GNOME Bugzilla – Bug 789237
Call gjs_dumpstack on aborts and traps and optionally on segfaults
Last modified: 2017-10-24 06:19:34 UTC
In order to debug properly some crashes which are triggered by JS code we might need to see the the JS stack. Adding some debug bits in order to get this possible.
Created attachment 361927 [details] [review] main: call gjs_dumpstack on aborts and traps and optionally on segfaults In order to debug issues triggered by JS code we might need to see the stack of it, this is not normally visible in static stack traces, thus we need to call gjs_dumpstack () before dying the process. Intercepting signals SIGABRT and SIGTRAP (needed for catching fatal glib errors) by default, while introducing a new 'backtrace-segfaults' flag for the SHELL_DEBUG environment variable to do the same on SIGSEGV and SIGBUS. In any case after dumping the stack we raise the signal again, in order to make the system aware of it.
Review of attachment 361927 [details] [review]: I think this is reasonable, but I'll wouldn't mind some gnome-shell maintainer have a say if there is a reason why we shouldn't. ::: src/main.c @@ +334,3 @@ +dump_gjs_stack_on_signal_handler (int signo, + siginfo_t *si, + void *unused) nit: alignment
(In reply to Jonas Ådahl from comment #2) > I wouldn't mind some gnome-shell maintainer have a say if there > is a reason why we shouldn't.

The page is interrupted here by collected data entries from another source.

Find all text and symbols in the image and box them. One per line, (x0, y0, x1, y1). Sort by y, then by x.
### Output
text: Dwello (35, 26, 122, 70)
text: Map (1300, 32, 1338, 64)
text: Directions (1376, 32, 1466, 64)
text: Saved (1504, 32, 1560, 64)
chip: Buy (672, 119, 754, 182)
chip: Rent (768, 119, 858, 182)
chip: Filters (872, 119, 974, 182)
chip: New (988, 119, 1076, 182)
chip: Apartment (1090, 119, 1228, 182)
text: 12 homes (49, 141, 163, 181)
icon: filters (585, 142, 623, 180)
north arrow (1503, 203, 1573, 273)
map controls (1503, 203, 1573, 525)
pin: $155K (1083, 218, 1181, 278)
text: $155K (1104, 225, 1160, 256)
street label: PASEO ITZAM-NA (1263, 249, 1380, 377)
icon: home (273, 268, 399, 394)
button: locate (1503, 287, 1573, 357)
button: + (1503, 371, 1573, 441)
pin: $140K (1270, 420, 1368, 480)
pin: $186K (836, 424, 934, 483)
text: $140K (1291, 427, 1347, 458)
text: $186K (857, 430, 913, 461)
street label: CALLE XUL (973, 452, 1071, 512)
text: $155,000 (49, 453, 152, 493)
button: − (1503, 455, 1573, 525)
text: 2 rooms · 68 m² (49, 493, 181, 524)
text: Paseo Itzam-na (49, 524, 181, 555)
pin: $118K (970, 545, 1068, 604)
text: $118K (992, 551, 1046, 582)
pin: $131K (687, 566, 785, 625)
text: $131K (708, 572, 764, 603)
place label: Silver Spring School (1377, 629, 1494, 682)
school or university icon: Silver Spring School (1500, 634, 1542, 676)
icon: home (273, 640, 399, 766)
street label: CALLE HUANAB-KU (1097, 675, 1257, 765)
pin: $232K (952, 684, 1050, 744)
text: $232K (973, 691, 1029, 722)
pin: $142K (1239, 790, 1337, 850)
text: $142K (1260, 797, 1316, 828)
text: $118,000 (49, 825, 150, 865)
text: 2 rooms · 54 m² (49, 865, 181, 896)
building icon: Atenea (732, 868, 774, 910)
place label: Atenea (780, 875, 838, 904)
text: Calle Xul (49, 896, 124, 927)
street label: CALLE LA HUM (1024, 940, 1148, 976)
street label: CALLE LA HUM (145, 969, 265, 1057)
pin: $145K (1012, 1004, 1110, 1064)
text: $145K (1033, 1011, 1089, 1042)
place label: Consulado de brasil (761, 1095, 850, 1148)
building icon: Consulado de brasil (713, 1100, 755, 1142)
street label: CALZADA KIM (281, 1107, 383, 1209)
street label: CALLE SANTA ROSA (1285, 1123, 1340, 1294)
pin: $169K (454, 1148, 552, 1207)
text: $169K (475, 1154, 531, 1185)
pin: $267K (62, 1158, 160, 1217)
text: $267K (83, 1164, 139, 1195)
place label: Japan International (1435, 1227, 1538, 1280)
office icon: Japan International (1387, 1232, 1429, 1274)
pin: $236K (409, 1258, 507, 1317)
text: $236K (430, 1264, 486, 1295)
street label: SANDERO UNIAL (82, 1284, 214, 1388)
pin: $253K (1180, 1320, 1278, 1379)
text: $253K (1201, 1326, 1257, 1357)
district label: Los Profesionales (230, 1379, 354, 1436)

FWIW, I can't think of one.
Review of attachment 361927 [details] [review]: ::: src/main.c @@ +336,3 @@ + void *unused) +{ + gjs_dumpstack (); this might end up getting stuck if any of the locks it acquires in gjs and glib are being held already but can't think of any other way and the process is dying for these signals anyway @@ +350,3 @@ + + sa.sa_flags = SA_SIGINFO | SA_RESETHAND; + sa.sa_sigaction = dump_gjs_stack_on_signal_handler; could use sa_handler since we aren't using anything but the signal number @@ +492,3 @@ + { + dump_gjs_stack_on_signal (SIGSEGV); + dump_gjs_stack_on_signal (SIGBUS); perhaps catch SIGFPE too
(In reply to Florian Müllner from comment #3) > (In reply to Jonas Ådahl from comment #2) > > I wouldn't mind some gnome-shell maintainer have a say if there > > is a reason why we shouldn't. > > FWIW, I can't think of one. only thing I can think of would be if it overwrites any of the signals mutter already catches itself in meta_init() but that's not the case
(In reply to Rui Matos from comment #5) > (In reply to Florian Müllner from comment #3) > > (In reply to Jonas Ådahl from comment #2) > > > I wouldn't mind some gnome-shell maintainer have a say if there > > > is a reason why we shouldn't. > > > > FWIW, I can't think of one. > > only thing I can think of would be if it overwrites any of the signals > mutter already catches itself in meta_init() but that's not the case Exactly... It's the only thing I was a bit worried about, but it's not happening. Also GLib unix signal handlers doesn't allow to catch these anyways. To be fair, I was thinking to include this directly in Gjs, protected under more granulated environment variables (or debug calls, as it's something planned to replace GJS_DEBUG_* env vars), but while this might be useful, it's a bit more risky to be in a lib. So, let me know if you have some opinions on that... While I'd start anyway by adding this to the shell first (possibly to 3.26 too, so we can have some user reports based on this already in this cycle). Also, some context, the reason why we protect segfaults with an environment varialble is that gjs_dumpstack allocates memory, and this might break other coredumps... It looks possible to rewrite it by avoiding the GString usage (and just using write's), but it might be pointless, since mozjs might play with memory allocations anyways. (In reply to Rui Matos from comment #4) > @@ +350,3 @@ > + > + sa.sa_flags = SA_SIGINFO | SA_RESETHAND; > + sa.sa_sigaction = dump_gjs_stack_on_signal_handler; > > could use sa_handler since we aren't using anything but the signal number Agree, I was undecided, then I said, well let's take everything, maybe we want to log the memory position too or something else. But I guess we can just dumpstack here (and so I did) avoiding any other addresses related info. > @@ +492,3 @@ > + { > + dump_gjs_stack_on_signal (SIGSEGV); > + dump_gjs_stack_on_signal (SIGBUS); > > perhaps catch SIGFPE too Oh, right... This was meant to be added (also per Jonas discussion, who suggested to do that to catch some issues we had with not-a-number triggered crashes). So yes... Since SIGPIPE is already ignored by mutter, I guess the others in the list that might happen are SIGSYS (but well, this seems to be a bit too much low leve for what we care here, but who knows... JS code might still trigger it) and SIGIOT (probably just an alias in most archs).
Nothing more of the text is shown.